If teachers were trained thoroughly in sound practice, what a difference there would be. At the moment (in my experience) there is plenty of activity around meeting the new DfE guidance, and demonstrating progress for Ofsted. But there is precious little that teaches teachers practical ways of improving the quality of service that will enable SEN students to make better than average progress. Staff are often advised that there should be regular meetings with teachers and LSAs to discuss target students. But who has the time? This often happens so briefly as to be tokenism – a few seconds of instruction as a class arrives or reporting back as the class leaves. If this is important, and it is, why is no time allocated to ensuring that time is made for these meetings? School systems and priorities reflect the values we place on different aspects (and groups) within our school communities.
I have worked in a school where there was time made for staff to meet – at a termly INSET – with ‘round robins’ where all teachers met to discuss individual students in classes they taught. It was very valuable – ensuring that all staff understood the needs of each class and that there was consistency in management. It was particularly valuable for LSAs who had the chance to share their knowledge of the students, and to learn about effective strategies from other staff which they could also employ.
On the other hand, there are some obvious pitfalls that arise through a lack of good training. To make themselves useful, some LSAs end up doing everything for their students, and I mean everything. Why would students choose to do the work for themselves when they have such willing helpers at their side? This isn’t ineptitude but a lack of knowledge and skills. It should be the goal of all LSAs to be progressively working themselves out of a job, as the student gains more and more independence. But the importance of this principle, and the many subtle and systematic ways to achieve it, are often unknown by LSAs because training has not been given a high enough priority.
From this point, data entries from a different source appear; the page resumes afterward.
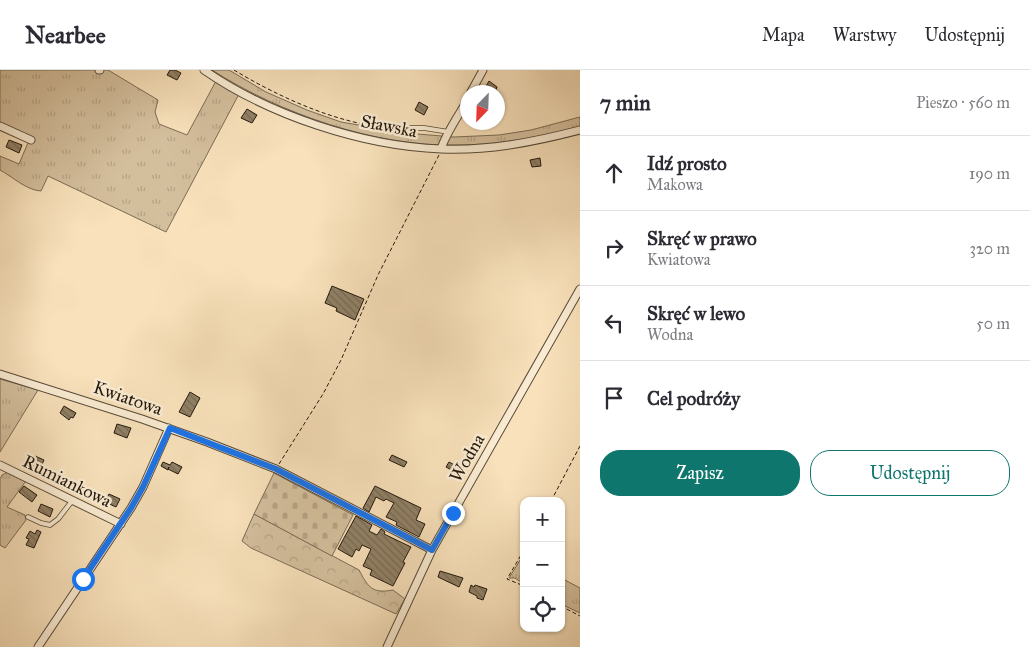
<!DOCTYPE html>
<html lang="pl">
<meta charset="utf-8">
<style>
body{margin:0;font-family:"IM FELL Great Primer",serif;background:#f2f2f3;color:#2b2b33}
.controls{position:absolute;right:15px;bottom:15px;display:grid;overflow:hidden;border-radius:10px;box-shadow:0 1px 4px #0004}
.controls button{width:45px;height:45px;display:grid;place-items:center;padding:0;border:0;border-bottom:1px solid #e1e1e2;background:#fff;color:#2b2b33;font:25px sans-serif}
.compass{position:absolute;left:460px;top:15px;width:45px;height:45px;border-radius:50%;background:#fff;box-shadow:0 1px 4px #0004;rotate:203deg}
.stop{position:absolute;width:15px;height:15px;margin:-11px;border:4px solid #1a73e8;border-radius:50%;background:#fff}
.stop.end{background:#1a73e8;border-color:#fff;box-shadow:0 1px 5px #0008}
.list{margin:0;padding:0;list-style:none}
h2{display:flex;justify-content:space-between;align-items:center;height:65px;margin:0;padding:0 20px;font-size:21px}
h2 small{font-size:16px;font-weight:400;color:#7c7c81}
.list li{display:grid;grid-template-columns:32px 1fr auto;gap:15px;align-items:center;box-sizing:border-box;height:75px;padding:0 20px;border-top:1px solid #e1e1e2}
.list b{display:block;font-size:19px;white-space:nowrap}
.list p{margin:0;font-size:16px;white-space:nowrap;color:#7c7c81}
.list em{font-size:16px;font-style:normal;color:#7c7c81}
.actions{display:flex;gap:10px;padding:15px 20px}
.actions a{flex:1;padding:11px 0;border:1px solid #0f766e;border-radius:20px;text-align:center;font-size:18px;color:#0f766e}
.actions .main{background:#0f766e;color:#fff}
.icon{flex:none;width:28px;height:28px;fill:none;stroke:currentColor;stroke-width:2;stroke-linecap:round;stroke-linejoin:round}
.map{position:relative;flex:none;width:580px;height:577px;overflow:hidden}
header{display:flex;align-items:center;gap:30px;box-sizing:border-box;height:70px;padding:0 25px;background:#fff;border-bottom:1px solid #e1e1e2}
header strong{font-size:24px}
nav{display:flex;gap:28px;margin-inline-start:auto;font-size:18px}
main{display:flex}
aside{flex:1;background:#fff}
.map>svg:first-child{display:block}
.grass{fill:url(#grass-tufts);stroke:#7b6c55}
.forest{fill:url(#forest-crowns);stroke:#7b6c55}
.cemetery{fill:url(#cemetery-stones);stroke:#7b6c55}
.building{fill:url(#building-back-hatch);stroke:#22180d}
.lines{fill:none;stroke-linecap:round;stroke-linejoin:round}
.service-casing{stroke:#584a38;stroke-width:5.5}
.minor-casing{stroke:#584a38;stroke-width:9}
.path{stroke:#22180d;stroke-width:1;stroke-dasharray:4 2.5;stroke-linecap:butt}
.service{stroke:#faecd3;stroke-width:4}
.minor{stroke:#faecd3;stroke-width:7}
.route{stroke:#1a73e8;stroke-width:6}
.labels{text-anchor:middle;stroke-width:5;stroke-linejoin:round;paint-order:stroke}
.street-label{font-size:18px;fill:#22180d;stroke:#faecd3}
</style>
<header>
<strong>Nearbee</strong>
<nav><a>Mapa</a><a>Warstwy</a><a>Udostępnij</a></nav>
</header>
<main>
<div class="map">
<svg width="580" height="577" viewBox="0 0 580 577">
<defs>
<pattern id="grass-tufts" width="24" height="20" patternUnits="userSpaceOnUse" patternTransform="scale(1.25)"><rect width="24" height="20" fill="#d4bf9d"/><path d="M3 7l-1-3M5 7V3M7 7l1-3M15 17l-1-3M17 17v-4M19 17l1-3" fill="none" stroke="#b6a386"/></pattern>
<pattern id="forest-crowns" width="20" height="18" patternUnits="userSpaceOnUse" patternTransform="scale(1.25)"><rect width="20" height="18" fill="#d4bf9d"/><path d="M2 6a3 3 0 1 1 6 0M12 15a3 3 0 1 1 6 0" fill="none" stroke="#b6a386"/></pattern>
<pattern id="cemetery-stones" width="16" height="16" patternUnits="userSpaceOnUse" patternTransform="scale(1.25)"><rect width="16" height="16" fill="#d4bf9d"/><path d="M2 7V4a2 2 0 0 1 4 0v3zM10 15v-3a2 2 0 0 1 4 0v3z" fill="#b6a386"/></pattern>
<pattern id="building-back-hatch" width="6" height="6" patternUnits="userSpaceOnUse" patternTransform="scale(1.25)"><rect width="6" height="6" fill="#918167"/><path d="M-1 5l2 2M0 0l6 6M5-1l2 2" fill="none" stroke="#766953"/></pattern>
</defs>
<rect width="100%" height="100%" fill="#f8e1bb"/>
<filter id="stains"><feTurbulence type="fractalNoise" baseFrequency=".004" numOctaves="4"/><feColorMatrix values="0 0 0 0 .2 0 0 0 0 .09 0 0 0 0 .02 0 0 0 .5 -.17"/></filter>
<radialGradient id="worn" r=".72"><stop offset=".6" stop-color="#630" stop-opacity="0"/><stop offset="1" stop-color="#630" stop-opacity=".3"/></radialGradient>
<!-- grass -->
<path class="grass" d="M 0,0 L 108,0 L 158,30 L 155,42 L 159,54 L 187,65 L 216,11 L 239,24 L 166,162 L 48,106 L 41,121 C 26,120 13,107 0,100 L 0,86 L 19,94 L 30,68 L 0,54 Z
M 212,0 L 229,0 L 266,22 L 307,40 L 341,52 L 405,63 L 454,67 L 499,65 L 531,60 L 580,47 L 580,58 C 538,68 499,75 456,75 C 376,77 279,43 212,0 Z
M 0,309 L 38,320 L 0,382 Z
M 8,402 L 26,411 L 7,437 L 25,445 L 26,450 L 5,478 L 0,475 L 0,409 L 2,405 Z
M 522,487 L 524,488 L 524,514 L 515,508 L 509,508 Z
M 561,508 L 580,518 L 580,543 L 561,534 Z"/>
<!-- forest -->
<path class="forest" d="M 254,444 L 359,500 C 368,517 372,524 393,520 L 405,529 L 396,544 L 251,478 L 242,471 Z"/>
<!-- cemetery -->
<path class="cemetery" d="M 274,403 L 353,445 L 332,486 L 254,444 Z"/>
<!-- building -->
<path class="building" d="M 170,0 L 175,0 L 181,3 L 177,10 L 167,5 Z
M 489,11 L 497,17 L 495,22 L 483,22 Z
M 419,32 L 428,37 L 424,45 L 415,40 Z
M 247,39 L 257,45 L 252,53 L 241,48 Z
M 9,70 L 22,75 L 19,83 L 6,77 Z
M 540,88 L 541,96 L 532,97 L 530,90 Z
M 332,216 L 364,229 L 355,250 L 336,241 L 337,238 L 325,233 Z
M 190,322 L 200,328 L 190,347 L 179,342 Z
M 64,336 L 76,343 L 73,348 L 71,347 L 69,350 L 60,343 Z
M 117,354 L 131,358 L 127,368 L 114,363 Z
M 392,385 L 407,392 L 404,397 L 389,390 Z
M 35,386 L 44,390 L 40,399 L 31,395 Z
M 163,392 L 170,395 L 172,392 L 182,397 L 178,404 L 168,399 L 169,397 L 168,400 L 161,396 Z
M 449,392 L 460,398 L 457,403 L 446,397 Z
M 24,416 L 37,425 L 32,432 L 19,422 Z
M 375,416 L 421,438 L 416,450 L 425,454 L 419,467 L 396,455 L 397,452 L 386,447 L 394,433 L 386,429 L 384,431 L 376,427 L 369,442 L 363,438 Z
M 109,424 L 120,429 L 116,437 L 105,432 Z
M 41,434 L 53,439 L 50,447 L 38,441 Z
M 356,446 L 372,455 L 369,461 L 377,465 L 381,459 L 385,462 L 384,464 L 411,477 L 403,492 L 405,493 L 393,516 L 370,505 L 372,500 L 363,496 L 371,479 L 362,475 L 359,481 L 356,479 L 352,487 L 338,479 Z
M 37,460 L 41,462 L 34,478 L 26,475 L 29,469 L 26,468 L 30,461 L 35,464 Z
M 440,501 L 463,508 L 459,517 L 438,507 Z
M 471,515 L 474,517 L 475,515 L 487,519 L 483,530 L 477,528 L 477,526 L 469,522 Z"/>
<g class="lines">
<defs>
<path id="service" d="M 410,58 L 424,58 L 449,62
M 28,447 L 41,453 L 50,455 L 58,449 L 72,431"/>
<path id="minor" d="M 99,0 L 100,0
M 204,0 C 269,45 362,76 441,79 C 488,81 534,72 580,60
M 471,22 L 483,0
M 0,56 L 31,70
M 441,79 C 446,63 459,45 468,29
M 0,304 L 142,349 L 207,372 L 276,399 L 432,480
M 0,395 L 121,454
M 38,577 L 131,438 L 143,417 L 169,358
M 387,577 L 432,480 L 580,219"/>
</defs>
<!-- service casing -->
<use href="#service" class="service-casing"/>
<!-- minor casing -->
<use href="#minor" class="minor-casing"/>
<!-- path -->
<path class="path" d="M 234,0 C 282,29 350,60 406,58
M 279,394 L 323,324 L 341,290 L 378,205 L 439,85
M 551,431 L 580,376
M 524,480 L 507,509 L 524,516
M 561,536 L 580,546"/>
<!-- service -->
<use href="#service" class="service"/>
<!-- minor -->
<use href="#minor" class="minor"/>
</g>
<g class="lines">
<!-- route -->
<path class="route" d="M 83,509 L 131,438 L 143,417 L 170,358 L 276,399 L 432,480 L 453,443"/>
</g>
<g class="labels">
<!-- street labels -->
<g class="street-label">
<text transform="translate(389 56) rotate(11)" y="6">Sławska</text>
<text transform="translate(128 328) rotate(19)" y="6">Kwiatowa</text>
<text transform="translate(467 388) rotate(-60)" y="6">Wodna</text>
<text transform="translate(67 411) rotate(26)" y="6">Rumiankowa</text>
</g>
</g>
<rect width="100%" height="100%" filter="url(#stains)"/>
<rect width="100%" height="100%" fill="url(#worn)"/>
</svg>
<div class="controls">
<button>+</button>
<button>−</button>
<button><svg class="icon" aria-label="locate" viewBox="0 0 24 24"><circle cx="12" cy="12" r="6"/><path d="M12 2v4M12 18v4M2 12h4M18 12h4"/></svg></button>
</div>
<svg class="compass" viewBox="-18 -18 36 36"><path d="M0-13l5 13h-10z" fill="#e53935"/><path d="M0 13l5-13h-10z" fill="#7c7c81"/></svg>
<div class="stop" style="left:83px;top:509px"></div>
<div class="stop end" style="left:453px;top:443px"></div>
</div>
<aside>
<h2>7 min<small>Pieszo · 560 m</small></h2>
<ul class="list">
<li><svg class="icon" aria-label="ahead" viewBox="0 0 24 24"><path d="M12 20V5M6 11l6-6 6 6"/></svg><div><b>Idź prosto</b><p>Makowa</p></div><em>190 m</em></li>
<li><svg class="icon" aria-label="right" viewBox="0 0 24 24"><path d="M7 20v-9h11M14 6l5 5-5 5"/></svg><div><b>Skręć w prawo</b><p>Kwiatowa</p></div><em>320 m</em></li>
<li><svg class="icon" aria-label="left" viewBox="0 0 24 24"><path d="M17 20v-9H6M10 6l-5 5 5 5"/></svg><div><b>Skręć w lewo</b><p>Wodna</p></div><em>50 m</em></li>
<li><svg class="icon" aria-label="arrive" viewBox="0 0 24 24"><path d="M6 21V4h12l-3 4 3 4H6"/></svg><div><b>Cel podróży</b></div></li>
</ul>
<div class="actions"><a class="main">Zapisz</a><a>Udostępnij</a></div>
</aside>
</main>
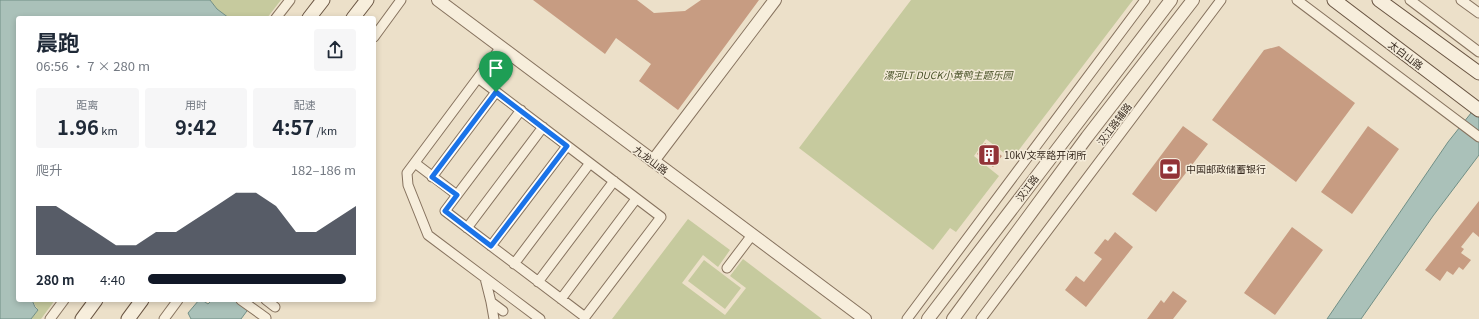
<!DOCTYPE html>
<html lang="zh">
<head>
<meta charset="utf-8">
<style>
	body { margin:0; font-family:Georgia,"Noto Sans SC",serif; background:#f6f6f7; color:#1f2937; height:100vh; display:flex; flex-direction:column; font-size:15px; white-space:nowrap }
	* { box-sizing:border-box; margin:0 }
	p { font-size:13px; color:#747a83 }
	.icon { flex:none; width:22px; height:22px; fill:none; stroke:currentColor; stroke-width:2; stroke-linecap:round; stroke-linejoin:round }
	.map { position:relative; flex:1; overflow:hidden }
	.details { position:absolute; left:16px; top:16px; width:360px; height:286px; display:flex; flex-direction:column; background:#fff; border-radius:4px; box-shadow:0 2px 6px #0003 }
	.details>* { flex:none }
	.pin { position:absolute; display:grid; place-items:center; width:34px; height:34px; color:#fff; margin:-41px -17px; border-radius:50% 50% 50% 0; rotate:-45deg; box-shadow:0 0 4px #0007 }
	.pin .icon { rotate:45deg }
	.round { display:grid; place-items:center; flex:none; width:42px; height:42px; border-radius:4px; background:#f6f6f7 }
	.head { display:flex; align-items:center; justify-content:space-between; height:68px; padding:0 20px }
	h1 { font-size:22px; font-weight:700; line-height:30px }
	.figures { display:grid; grid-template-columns:repeat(3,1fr); gap:6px; height:68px; padding:4px 20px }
	.figures div { display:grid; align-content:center; border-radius:4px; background:#f6f6f7; text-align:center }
	.figures b { font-size:20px; font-weight:700 }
	.figures small { font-size:11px; font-weight:400 }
	.figures p { font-size:11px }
	.chart { height:112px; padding:8px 20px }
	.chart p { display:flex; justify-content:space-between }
	.chart svg { width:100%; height:72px; margin-top:4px; fill:#111827; opacity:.7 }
	ul { padding:0 20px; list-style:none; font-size:13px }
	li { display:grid; grid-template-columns:64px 48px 1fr; align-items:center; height:30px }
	li i { height:10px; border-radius:5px; background:#111827 }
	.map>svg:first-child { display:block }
</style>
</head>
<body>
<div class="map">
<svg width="1479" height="319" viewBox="0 0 1479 319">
	<rect width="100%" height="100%" fill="#ece0c9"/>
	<path fill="#c6ca9e" d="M 210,0 L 281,0 L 267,18 L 229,18 L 217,9 Z
		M 911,0 L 1133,0 L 1012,159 L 986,139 L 974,156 L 999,176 L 956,232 L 950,228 L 933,250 L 799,148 Z
		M 688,219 L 730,250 L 718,267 L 703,255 L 682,283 L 725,315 L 746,288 L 730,276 L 743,259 L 822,319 L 612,319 Z
		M 704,260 L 741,288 L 725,309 L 688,281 Z
		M 32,300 L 55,300 L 41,319 L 31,319 L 38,310 Z"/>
	<path fill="#aac1b9" stroke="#718f86" d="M 0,0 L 210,0 L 217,9 L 229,18 L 18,18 L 18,300 L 32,300 L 35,307 L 38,310 L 31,319 L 0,319 Z
		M 1479,103 L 1479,155 L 1433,216 L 1361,319 L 1327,319 L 1448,142 Z
		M 199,300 L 202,300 L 208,304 L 212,300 L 255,300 L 241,319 L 191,319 L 188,313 Z"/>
	<path fill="#c79c82" d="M 533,0 L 637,0 L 654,13 L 685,11 L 701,0 L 759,0 L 678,110 L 639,81 L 651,64 L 616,38 L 605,54 Z
		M 1279,46 L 1355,103 L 1296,182 L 1212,120 L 1264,50 Z
		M 1183,126 L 1208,144 L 1156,212 L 1132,194 Z
		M 1368,126 L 1399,149 L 1352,214 L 1321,192 Z
		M 985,143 L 1002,156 L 993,167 L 977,154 Z
		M 1479,201 L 1479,237 L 1473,232 L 1461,247 L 1464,249 L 1461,253 L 1471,260 L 1463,270 L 1459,267 L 1453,275 L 1447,271 L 1440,281 L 1425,270 Z
		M 1292,227 L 1323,250 L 1275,315 L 1244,293 Z
		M 1115,232 L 1133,247 L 1086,307 L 1065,290 L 1076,276 L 1084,282 L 1102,259 L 1094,253 L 1105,239 L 1108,241 Z
		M 1173,291 L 1187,301 L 1173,319 L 1147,319 L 1161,300 L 1164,303 Z"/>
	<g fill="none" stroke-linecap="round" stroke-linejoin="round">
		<g stroke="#87735f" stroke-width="11">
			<path id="minor" d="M 1297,0 L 1479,137
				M 1410,0 L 1479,52
				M 1461,0 L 1479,13
				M 276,18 L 290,0
				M 374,37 L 401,0
				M 501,47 L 407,173 L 408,185 L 428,235 L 540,319
				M 478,78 C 539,124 600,171 661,217 L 585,317 L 445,211 L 521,110
				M 415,163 L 457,195
				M 432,177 L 496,92
				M 467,228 L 543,127
				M 491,246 L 567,146
				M 514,264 L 590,163
				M 727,268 L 752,235
				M 485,278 L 491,302 L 503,311
				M 538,282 L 614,181
				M 561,299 L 636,199
				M 241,300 L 266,318
				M 266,300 L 275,307
				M 491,302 L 494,319
				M 50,319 L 64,300
				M 164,319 L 178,300
				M 907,319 L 1145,0
				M 981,319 L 1221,0"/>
		</g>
		<g stroke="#87735f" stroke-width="14">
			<path id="tertiary" d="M 438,0 L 865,319
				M 653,161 L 775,0
				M 928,319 L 1171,0
				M 953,319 L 1087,137 L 1193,0"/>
		</g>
		<g stroke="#695442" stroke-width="15">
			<path id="secondary" d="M 1334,0 L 1479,110
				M 1379,0 L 1479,73
				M 309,18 L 323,0
				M 353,18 L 367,0
				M 82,319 L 96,300
				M 128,319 L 142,300"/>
		</g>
		<use href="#minor" stroke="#f7eedc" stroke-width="9"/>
		<use href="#tertiary" stroke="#f7eedc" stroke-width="12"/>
		<use href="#secondary" stroke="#f7eedc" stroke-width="13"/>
	</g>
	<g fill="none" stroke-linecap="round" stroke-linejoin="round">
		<g stroke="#fff" stroke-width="8">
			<path id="route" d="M 496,92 L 567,146 L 491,246 L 445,211 L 457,195 L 432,177 Z"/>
		</g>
		<use href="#route" stroke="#1a73e8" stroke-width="5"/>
	</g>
	<defs>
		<g id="building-square" transform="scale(1.15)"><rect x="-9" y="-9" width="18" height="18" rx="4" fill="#923337" stroke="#f4ebd9"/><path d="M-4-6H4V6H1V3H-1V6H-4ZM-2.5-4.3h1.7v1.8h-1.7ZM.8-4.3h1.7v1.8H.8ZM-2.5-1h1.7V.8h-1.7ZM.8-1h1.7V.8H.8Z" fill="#fff"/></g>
		<g id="bank-square" transform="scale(1.15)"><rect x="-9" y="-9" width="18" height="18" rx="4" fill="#923337" stroke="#f4ebd9"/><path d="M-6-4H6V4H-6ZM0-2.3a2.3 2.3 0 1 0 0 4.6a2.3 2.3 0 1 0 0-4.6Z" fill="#fff"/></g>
	</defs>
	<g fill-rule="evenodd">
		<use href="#building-square" x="989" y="155"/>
		<use href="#bank-square" x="1170" y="169"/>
	</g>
	<g text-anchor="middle" stroke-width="3" stroke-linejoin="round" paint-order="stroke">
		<g font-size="10" fill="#392c21" stroke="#f4ebd9">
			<text transform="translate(1406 55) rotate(37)" y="4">太白山路</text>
			<text transform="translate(1114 124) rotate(-53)" y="4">汉江路辅路</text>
			<text transform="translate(651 160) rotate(37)" y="4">九龙山路</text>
			<text transform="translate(1027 188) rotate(-53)" y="4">汉江路</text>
		</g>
		<g font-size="10" font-style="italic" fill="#4b542a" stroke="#f4ebd9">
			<text x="948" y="79">漯河LT DUCK小黄鸭主题乐园</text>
		</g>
		<g font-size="10" fill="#392c21" stroke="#f4ebd9" text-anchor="start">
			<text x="1004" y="159">10kV文萃路开闭所</text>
			<text x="1186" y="173">中国邮政储蓄银行</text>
		</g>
	</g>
</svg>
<div class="pin" style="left:496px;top:92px;background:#1e9e55"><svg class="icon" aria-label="arrive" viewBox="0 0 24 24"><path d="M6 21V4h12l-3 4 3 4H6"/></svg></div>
<section class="details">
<div class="head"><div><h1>晨跑</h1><p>06:56 · 7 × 280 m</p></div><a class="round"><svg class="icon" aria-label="share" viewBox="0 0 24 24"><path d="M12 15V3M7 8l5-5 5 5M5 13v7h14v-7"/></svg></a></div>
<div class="figures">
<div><p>距离</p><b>1.96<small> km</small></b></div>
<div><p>用时</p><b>9:42</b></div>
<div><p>配速</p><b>4:57<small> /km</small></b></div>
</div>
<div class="chart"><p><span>爬升</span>182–186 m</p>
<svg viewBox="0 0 160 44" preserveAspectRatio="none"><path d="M0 44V14L10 14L20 22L30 30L40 38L50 38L60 30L70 30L80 22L90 14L100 6L110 6L120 14L130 30L140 30L150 22L160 14V44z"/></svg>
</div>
<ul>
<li><b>280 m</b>4:40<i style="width:95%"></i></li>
</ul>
</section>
</div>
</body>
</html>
My experience of SEN training involved learning to write genuinely useful IEPs, in consultation with parents, teachers and LSAs, selecting appropriate measurable outcomes, and saw the growing independence of these young people as they achieved their goals. This takes skill and is not something to be fobbed off onto untrained LSAs – instructed to sit at a computer and select IEP goals from a drop-down menu for students they don’t know, let alone work with. It does happen – I have witnessed it with my own eyes! Such practices are not fair on the students or the LSAs.
Nor is being a teacher of SEN about being ‘nice’ people: it’s about caring enough and being committed enough to mark out the pathway that will lead to the student needing our assistance less and less. Effective SEN provision is not about being a caring person, it’s about being an effective practitioner – and that doesn’t preclude being a warm-hearted person as well!